Students gather for a Hispanic Heritage Month celebration in Sneaky Park.
The Latino Student Forum celebrated Raices Latinas Week in commemoration of Hispanic Heritage Month last week.
Hispanic Heritage Month began on Sept. 15, the anniversary of independence for five Latin American countries – Nicaragua, Costa Rica, Honduras, Guatemala and El Salvador.
Mexico celebrates its independence on Sept.16 and Chile celebrates its independence on Sept. 18.
“It is a commemoration of Latino traditions and we wanted to bring cultural awareness to La Verne,” senior LSF President Lili Gradilla said.
The first day of this celebration was Samba Dancing Night, held in the Campus Center Ballroom. Professional dancers from the company Tropidanza Entertainment did 10 numbers and began instructing the crowd with mini-lessons to help create engagement.
“I was surprised of how many people showed up, both Hispanic and non-Hispanic,” junior LSF vice president Maritza Ramirez said.
The second day of the celebration was movie night, where they showed the movie “Walkout.” It is based on a true story of the 1968 East Los Angeles school walkouts.
“We wanted to show an educated movie about Latinos, and what better way than showing something that really happened less than 20 years before most of us were even born,” Ramirez said.
The next day was game night, which consisted of various games such as Loteria and pin the donkey, games well-known by the Latino community. Later in the night dances were taught such as the famous Caballlo Dorado and Payaso de Rodeo. These various dances are what you can call the Latino electric slide.
The biggest day of all, however, was the fourth day of Raices Latina Week.
The Latino Heritage Fiesta took place on in Sneaky Park.
Booths with flags and colorful cultural blankets filled the area with bright colors and showed the diversity in Hispanic cultures. Food, drinks and churros were given out to the first 50 commuters.
A mariachi band entertained people while they ate and interacted with one another. The ensemble encouraged requests from the audience and played songs for them.

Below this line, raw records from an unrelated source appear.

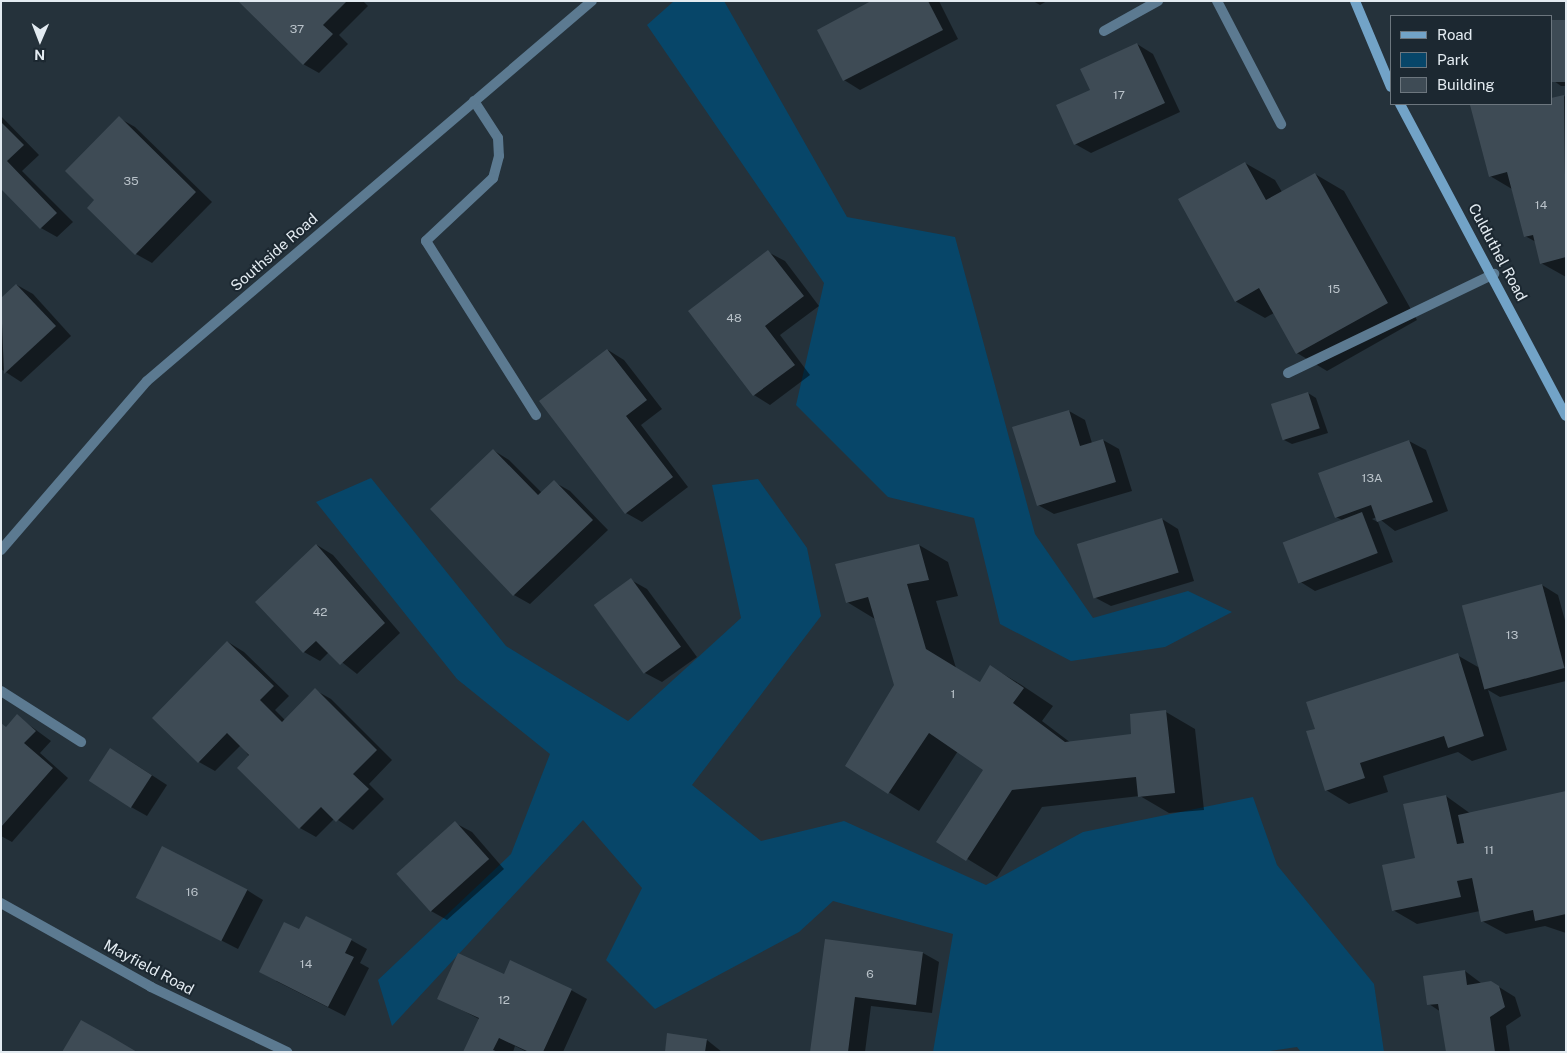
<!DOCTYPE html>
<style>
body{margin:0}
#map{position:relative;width:1567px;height:1053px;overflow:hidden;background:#25323b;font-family:"Public Sans",sans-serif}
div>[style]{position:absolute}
.green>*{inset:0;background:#074669}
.shadow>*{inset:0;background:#0007}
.building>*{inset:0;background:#3e4b55;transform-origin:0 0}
.service>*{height:10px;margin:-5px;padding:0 5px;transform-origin:5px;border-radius:5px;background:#5c7a91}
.minor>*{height:10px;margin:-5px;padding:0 5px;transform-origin:5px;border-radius:5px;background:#5c7a91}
.tertiary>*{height:10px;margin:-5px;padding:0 5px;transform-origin:5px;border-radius:5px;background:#5c7a91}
.secondary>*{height:10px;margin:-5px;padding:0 5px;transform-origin:5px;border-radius:5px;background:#72a3c7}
span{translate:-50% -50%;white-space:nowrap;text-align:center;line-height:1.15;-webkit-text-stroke:4px #1c2831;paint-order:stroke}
.number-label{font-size:12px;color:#bac3ca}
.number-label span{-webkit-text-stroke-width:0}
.street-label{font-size:15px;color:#e3ebf1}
.frame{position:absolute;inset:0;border:2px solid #e3ebf1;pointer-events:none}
.legend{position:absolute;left:1390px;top:15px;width:162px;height:90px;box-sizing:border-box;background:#1c2831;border:1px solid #6c767e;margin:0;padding:6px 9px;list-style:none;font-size:15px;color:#e3ebf1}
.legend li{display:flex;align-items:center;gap:10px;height:25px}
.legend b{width:25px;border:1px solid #6c767e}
.north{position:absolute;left:15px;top:15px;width:50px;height:50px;-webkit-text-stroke:4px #1c2831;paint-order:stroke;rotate:181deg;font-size:14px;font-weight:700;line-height:20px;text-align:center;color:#e3ebf1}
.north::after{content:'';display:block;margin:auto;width:18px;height:22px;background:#e3ebf1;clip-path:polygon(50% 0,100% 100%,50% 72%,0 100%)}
</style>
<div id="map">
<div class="green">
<div style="clip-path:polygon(674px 1px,724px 1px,847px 217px,955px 237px,1035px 534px,1093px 618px,1188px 591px,1232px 612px,1165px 647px,1071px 661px,1000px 624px,974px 518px,888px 497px,796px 405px,824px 283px,647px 25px)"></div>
<div style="clip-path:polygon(371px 478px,506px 646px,628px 721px,741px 618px,712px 485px,758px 479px,807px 548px,821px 616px,692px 785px,761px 841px,844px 821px,986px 885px,1083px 832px,1253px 797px,1277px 865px,1374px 984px,1384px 1052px,1301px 1052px,1297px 1047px,1264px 1052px,933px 1052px,953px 934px,833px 901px,799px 932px,655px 1009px,606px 960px,642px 888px,583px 820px,392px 1026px,378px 980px,511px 854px,550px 754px,457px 679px,316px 502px)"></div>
</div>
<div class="shadow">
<div style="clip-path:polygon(240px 1px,363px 1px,368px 6px,339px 35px,348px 44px,319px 73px,303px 64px)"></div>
<div style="clip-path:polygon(874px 1px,939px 1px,958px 39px,860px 90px,844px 80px)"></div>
<div style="clip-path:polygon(1033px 1px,1047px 1px,1040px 5px)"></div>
<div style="clip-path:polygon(1566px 21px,1566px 86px,1561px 86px,1554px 81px,1551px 22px)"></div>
<div style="clip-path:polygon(1137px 44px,1153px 54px,1180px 112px,1091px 153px,1075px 144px,1092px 91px)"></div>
<div style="clip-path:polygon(1564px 96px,1566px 97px,1566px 277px,1541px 263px,1536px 242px,1525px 236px,1512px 189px,1490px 176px,1472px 106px,1551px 104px)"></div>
<div style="clip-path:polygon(1px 116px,39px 155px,22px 171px,73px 222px,57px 237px,41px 228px,1px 188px)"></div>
<div style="clip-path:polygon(119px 118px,135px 127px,212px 202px,152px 263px,136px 254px,96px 200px)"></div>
<div style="clip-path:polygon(1245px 163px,1275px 180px,1282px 192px,1315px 174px,1344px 191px,1417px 320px,1327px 371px,1297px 353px,1274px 313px,1265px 318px,1235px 301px)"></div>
<div style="clip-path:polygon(768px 252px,785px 261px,819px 306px,780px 335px,810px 375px,770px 405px,754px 395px,689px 312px)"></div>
<div style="clip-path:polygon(17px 285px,33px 294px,71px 336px,21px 382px,1px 369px,1px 299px)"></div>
<div style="clip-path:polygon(608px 350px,624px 360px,662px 409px,641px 425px,688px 487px,642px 522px,626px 513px)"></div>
<div style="clip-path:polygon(1308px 393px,1316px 398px,1328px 433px,1292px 444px,1284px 440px)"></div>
<div style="clip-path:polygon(1069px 411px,1085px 420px,1092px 443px,1103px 440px,1119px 449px,1132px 491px,1054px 514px,1038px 505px)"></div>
<div style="clip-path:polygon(1409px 441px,1426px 450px,1448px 511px,1395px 531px,1377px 517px,1372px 519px,1378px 522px,1393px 562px,1315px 591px,1299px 581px,1342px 520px,1336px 517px)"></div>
<div style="clip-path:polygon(493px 450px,509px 460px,542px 493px,554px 482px,570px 491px,608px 530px,530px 604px,514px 595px)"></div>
<div style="clip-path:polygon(1162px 519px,1178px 529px,1194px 581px,1111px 606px,1094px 597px)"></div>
<div style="clip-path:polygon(317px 545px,333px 555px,400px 633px,357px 674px,329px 652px,320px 661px,304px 652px)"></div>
<div style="clip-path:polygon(919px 545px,948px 562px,958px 596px,936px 601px,956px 668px,981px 683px,991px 667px,1020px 684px,1053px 706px,1042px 721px,1071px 743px,1132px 735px,1166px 712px,1195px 729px,1204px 810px,1169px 813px,1140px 796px,1042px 807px,997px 877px,938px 841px,985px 770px,958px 751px,919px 811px,847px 766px,895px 686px,875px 619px,847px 602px)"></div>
<div style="clip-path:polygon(631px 580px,647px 589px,697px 657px,662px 682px,645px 673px,595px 606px)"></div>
<div style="clip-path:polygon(1542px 585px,1558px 595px,1566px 624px,1566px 681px,1500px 697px,1488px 690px,1507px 750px,1472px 761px,1458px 752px,1383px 776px,1388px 792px,1349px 804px,1326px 790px,1316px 730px,1457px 655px,1478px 667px)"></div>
<div style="clip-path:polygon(228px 642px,244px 652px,289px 696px,275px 710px,285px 720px,315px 690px,331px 699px,392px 760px,369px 784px,384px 799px,353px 830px,335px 818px,316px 837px,300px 828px,241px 745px,215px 771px,199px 762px)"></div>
<div style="clip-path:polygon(17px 716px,51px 741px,40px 753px,68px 778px,12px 842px,1px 836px,1px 725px,7px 728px)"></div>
<div style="clip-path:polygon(127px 759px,167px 785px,147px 816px,131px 807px)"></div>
<div style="clip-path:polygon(1566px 793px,1566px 933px,1545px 926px,1506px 934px,1482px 921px,1480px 911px,1417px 924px,1393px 910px,1446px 796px,1471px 814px)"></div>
<div style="clip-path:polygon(455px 823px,472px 832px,504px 869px,447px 920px,431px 911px)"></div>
<div style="clip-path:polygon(247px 890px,263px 900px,238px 949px,154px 906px)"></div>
<div style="clip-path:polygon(299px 931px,351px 940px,367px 949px,360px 963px,369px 968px,345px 1016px,276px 981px)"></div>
<div style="clip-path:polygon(826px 941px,923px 953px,939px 962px,932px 1013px,871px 1006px,865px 1052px,812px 1052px)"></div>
<div style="clip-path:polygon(1465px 971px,1481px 983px,1491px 982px,1515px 997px,1521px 1016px,1506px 1026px,1510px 1052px,1447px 1052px,1441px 1012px,1429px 1004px)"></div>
<div style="clip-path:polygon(571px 990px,587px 999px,563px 1052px,527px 1052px,515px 1046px,513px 1052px,464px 1052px,479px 1019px,439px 998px)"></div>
<div style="clip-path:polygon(707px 1040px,722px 1052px,666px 1052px)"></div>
</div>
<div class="building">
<div style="clip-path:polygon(238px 1px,347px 1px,323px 25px,333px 34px,303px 65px)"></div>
<div style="clip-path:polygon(871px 1px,928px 1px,943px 30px,843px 81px,817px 30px)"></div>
<div style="left:1551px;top:20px;width:15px;height:62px"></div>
<div style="clip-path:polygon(1137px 43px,1165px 103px,1074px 145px,1056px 105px,1090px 90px,1080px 69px)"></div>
<div style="clip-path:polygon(1564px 95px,1566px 257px,1540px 264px,1533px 235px,1524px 237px,1507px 172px,1489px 177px,1470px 105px,1551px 104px,1551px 98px)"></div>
<div style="clip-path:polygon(119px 116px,196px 192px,135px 255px,87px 208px,94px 200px,65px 171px)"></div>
<div style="clip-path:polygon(1px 122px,24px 145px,7px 161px,57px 213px,40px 229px,1px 189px)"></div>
<div style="clip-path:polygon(1245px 162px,1266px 200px,1315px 173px,1388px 303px,1296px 354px,1259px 288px,1235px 302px,1178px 199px)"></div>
<div style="clip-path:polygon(768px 250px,804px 296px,765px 326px,795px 365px,753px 396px,688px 311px)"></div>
<div style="clip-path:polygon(16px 284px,56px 326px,4px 374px,1px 298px)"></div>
<div style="clip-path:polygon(607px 349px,647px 400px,626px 416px,673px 477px,625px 514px,539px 401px)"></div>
<div style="left:1308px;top:392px;width:38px;height:39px;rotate:72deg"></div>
<div style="clip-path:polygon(1069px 410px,1080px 446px,1103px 439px,1116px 482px,1037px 506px,1012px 427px)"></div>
<div style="clip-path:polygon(1409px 440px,1433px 502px,1377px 522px,1371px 505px,1335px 518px,1318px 473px)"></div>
<div style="clip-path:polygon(493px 449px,538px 495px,554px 480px,593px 520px,513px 596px,430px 509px)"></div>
<div style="left:1362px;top:512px;width:44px;height:85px;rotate:69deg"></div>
<div style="left:1162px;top:518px;width:57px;height:89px;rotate:73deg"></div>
<div style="clip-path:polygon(316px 544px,385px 623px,340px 665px,316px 641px,303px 653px,255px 602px)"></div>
<div style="clip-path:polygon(919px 544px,929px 580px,907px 584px,926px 649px,980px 682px,990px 665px,1024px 688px,1013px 703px,1065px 742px,1131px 734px,1130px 714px,1166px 710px,1175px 793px,1138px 797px,1136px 777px,1012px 790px,966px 861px,936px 842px,983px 770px,929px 733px,888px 794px,845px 766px,894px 685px,868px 597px,846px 603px,835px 564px)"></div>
<div style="left:631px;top:578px;width:85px;height:46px;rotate:54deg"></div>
<div style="left:1542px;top:584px;width:87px;height:83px;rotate:75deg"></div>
<div style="clip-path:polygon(227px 641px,274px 686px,260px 700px,282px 722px,315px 688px,377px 750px,353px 774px,369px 789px,336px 822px,321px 807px,299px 829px,237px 768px,249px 755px,227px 733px,198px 763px,152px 718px)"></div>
<div style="clip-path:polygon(1458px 653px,1484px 736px,1448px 748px,1444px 736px,1360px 763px,1365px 778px,1325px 791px,1306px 731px,1315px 729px,1306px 702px)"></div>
<div style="clip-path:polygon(17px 714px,36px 731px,24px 743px,53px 768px,1px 827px,1px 723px,6px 727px)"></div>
<div style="left:110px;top:748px;width:50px;height:39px;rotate:33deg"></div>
<div style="clip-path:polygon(1566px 791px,1566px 914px,1535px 921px,1533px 910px,1481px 922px,1472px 878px,1457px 881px,1461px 897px,1392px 911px,1382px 865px,1415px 858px,1403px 804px,1446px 795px,1457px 844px,1464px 843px,1458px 815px)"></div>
<div style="left:455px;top:821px;width:51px;height:79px;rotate:48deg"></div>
<div style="left:162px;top:846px;width:96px;height:58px;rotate:27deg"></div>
<div style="clip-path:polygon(306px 916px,352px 939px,345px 953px,354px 957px,328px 1007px,259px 972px,284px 922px,299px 929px)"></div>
<div style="clip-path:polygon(825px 939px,923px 952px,916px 1005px,855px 997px,848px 1052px,810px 1052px)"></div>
<div style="clip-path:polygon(458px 953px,504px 974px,510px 960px,572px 989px,543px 1052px,529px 1052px,499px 1038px,493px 1050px,498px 1052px,463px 1052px,479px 1018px,437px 999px)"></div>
<div style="clip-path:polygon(1465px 970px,1467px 985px,1491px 981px,1499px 986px,1505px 1007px,1490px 1017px,1495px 1052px,1446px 1052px,1438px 1004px,1427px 1005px,1423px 976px)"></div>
<div style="clip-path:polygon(81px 1020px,110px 1036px,137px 1052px,62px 1052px)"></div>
<div style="clip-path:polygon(667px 1033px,707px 1039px,705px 1052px,665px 1052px)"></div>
</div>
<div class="service">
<div style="left:1217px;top:1px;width:139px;rotate:62.5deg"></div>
<div style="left:1104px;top:31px;width:62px;rotate:-29.1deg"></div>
<div style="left:474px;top:101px;width:44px;rotate:57deg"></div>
<div style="left:498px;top:138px;width:18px;rotate:87deg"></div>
<div style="left:499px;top:156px;width:23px;rotate:105deg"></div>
<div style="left:493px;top:178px;width:92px;rotate:136.8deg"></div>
<div style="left:426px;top:241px;width:206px;rotate:57.7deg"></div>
<div style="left:1288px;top:373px;width:229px;rotate:-25.7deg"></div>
<div style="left:1px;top:691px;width:95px;rotate:32.5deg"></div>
</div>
<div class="minor">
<div style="left:1px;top:903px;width:172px;rotate:29.2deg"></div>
<div style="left:151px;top:987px;width:151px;rotate:25.5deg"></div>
</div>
<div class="tertiary">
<div style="left:1px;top:550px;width:223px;rotate:-49.2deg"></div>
<div style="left:147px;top:381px;width:585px;rotate:-40.5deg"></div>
</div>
<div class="secondary">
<div style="left:1355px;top:1px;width:93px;rotate:67.3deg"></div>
<div style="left:1400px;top:104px;width:353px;rotate:62deg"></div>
</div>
<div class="number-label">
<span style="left:297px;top:30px">37</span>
<span style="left:1119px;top:96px">17</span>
<span style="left:131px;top:182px">35</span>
<span style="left:1541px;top:206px">14</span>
<span style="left:1334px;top:290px">15</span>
<span style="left:734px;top:319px">48</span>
<span style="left:1372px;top:479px">13A</span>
<span style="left:320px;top:613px">42</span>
<span style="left:1512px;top:636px">13</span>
<span style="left:953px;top:695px">1</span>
<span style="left:1489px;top:851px">11</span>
<span style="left:192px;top:893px">16</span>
<span style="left:306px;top:965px">14</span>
<span style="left:870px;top:975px">6</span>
<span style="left:504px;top:1001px">12</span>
</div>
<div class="street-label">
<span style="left:274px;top:252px;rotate:-41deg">Southside Road</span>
<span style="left:1498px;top:252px;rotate:62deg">Culduthel Road</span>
<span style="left:149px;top:967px;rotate:28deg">Mayfield Road</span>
</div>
<div class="frame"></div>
<ul class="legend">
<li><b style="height:6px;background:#72a3c7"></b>Road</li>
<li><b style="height:14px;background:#074669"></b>Park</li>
<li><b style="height:14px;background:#3e4b55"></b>Building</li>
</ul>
<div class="north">N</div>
</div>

“I like this environment, it’s a lot of fun,” sophmore international business major Roger Serrano said. “I’m from Mexico and I can definitely relate to the mariachi. It brings me back to my roots.”
The week of LSF’s festivities concluded with a Taco and Trivia Night to celebrate everything that had happened during the week.
A little of everything was incorporated into this day.
Participants practiced the different dances that had been taught, played games, ate food and brought the diversity of cultures together.
More than 150 tacos were provided by Candelaria, a restaurant located in Pomona.
“I think it is very important to share various cultures and embrace them,” President Stephen Morgan said.
“I encourage the community to mix, meet people and learn about all the different cultures here at our University,” he said.
“Latinos are still a minority. We want to be known,. We are just proud to be Latino and show the good things we do,” Ramirez said.
In October, LSF will volunteer at the Hollywood Forever Cemetery for its 10th anniversary. LSF will also be making an altar for Dia de los Muertos on Oct. 28.